Di fronte a uno scenario tanto incerto e complesso l’energia nucleare potrebbe rappresentare ancora una soluzione alternativa da prendere in considerazione, pur con tutti i suoi limiti e difetti. A oggi il nucleare contribuisce ancora al 10% della produzione di energia elettrica mondiale e recentemente è tornato al centro del dibattito anche in Italia, a seguito delle dichiarazioni del ministro per la Transizione ecologica, Roberto Cingolani, secondo il quale “se a un certo momento si verifica che i chili di rifiuto radioattivo sono pochissimi, la sicurezza elevata e il costo basso, è da folli non considerare questa tecnologia”.

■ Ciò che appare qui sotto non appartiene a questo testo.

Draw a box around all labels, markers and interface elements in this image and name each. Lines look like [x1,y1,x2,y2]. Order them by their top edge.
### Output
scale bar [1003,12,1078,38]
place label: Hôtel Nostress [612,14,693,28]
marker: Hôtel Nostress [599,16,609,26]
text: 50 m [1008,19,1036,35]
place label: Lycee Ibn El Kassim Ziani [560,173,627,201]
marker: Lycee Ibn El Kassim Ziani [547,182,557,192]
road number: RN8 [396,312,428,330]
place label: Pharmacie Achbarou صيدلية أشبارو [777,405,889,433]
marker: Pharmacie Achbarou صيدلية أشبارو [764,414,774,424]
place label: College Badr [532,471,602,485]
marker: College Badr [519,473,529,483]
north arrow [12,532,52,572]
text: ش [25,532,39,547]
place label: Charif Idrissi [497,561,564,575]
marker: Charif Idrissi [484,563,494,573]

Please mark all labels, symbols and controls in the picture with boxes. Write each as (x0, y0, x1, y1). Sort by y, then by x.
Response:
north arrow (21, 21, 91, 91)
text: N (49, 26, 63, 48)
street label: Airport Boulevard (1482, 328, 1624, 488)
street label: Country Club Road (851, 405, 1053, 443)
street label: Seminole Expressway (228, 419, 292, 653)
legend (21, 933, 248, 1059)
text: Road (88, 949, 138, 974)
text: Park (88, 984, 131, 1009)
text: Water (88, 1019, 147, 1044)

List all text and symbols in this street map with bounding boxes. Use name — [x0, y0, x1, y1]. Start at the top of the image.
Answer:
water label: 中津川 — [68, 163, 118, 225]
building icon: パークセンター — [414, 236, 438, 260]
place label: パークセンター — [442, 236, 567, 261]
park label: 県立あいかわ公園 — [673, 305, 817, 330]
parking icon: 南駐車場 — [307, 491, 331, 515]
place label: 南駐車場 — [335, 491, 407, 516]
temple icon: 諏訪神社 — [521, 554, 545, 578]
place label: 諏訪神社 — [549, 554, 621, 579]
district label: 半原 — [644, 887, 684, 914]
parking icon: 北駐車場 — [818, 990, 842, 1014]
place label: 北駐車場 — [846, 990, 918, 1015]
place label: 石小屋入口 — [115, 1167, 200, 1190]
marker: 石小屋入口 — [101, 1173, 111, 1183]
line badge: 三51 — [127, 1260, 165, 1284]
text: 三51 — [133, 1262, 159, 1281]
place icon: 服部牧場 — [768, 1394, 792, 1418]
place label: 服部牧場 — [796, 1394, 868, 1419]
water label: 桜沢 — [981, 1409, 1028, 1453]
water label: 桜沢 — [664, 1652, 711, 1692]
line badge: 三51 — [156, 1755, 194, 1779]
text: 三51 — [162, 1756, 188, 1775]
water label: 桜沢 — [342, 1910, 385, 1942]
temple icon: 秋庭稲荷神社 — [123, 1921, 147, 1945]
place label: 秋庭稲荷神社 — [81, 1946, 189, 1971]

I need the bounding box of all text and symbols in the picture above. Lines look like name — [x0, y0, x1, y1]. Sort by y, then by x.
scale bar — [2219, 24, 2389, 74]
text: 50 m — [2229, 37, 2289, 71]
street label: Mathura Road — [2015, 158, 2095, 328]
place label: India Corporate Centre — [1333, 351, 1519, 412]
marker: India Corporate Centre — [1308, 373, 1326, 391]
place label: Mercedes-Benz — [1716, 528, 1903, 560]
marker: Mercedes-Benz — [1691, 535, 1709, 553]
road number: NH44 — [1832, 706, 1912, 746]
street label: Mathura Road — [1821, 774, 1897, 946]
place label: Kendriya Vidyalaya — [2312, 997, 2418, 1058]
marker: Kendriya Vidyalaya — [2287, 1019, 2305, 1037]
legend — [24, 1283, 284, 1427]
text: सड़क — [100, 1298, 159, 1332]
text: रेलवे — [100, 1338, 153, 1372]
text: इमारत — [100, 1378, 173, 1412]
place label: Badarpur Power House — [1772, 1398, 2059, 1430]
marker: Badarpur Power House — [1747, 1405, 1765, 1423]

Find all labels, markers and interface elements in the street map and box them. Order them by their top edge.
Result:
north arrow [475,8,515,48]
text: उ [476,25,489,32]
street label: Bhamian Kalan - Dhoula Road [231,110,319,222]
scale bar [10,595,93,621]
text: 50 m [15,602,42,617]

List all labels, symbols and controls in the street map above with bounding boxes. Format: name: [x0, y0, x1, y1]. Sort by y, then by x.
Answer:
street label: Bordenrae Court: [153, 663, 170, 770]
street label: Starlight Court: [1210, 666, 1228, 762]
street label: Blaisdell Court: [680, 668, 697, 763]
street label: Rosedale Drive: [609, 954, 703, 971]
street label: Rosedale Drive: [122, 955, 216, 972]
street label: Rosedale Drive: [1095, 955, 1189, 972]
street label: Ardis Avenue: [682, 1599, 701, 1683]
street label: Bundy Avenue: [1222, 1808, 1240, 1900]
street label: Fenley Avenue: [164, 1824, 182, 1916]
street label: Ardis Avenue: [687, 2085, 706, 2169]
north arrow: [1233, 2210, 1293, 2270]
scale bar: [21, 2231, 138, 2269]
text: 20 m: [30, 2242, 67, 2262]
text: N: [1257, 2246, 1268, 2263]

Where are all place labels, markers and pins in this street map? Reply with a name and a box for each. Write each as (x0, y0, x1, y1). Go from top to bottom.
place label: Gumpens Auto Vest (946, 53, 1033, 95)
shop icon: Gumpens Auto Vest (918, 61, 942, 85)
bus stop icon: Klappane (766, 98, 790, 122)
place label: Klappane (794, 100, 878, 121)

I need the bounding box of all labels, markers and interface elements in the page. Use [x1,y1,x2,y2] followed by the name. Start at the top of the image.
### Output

“Non abbiamo nessuna certezza che vivere senza fossili sia compatibile con la crescita che i fossili ci hanno garantito”, osserva nel suo Elogio del petrolio il professore di Economia energetica dell’Università di Torino Massimo Nicolazzi. Anzi, è molto probabile che la transizione verso fonti rinnovabili comporti una minore disponibilità energetica e ci costringa a diminuire drasticamente il volume dei nostri consumi. Affinché ciò accada, insieme al passaggio alle energie rinnovabili – che dovrà comunque essere graduale e diversificato – è necessario mettere in profonda discussione le nostre abitudini e il sistema socio-economico entro cui viviamo, oggi fondato su sfruttamento, diseguaglianze e spreco, in modo da trovare per tempo alternative in grado di attutire il colpo prodotto dal cambiamento a cui per forza di cose stiamo andando incontro. Da questo dipenderà anche la possibilità dell’auspicata  felicità della decrescita, altrimenti i fatti lasciano pensare sarà tragica.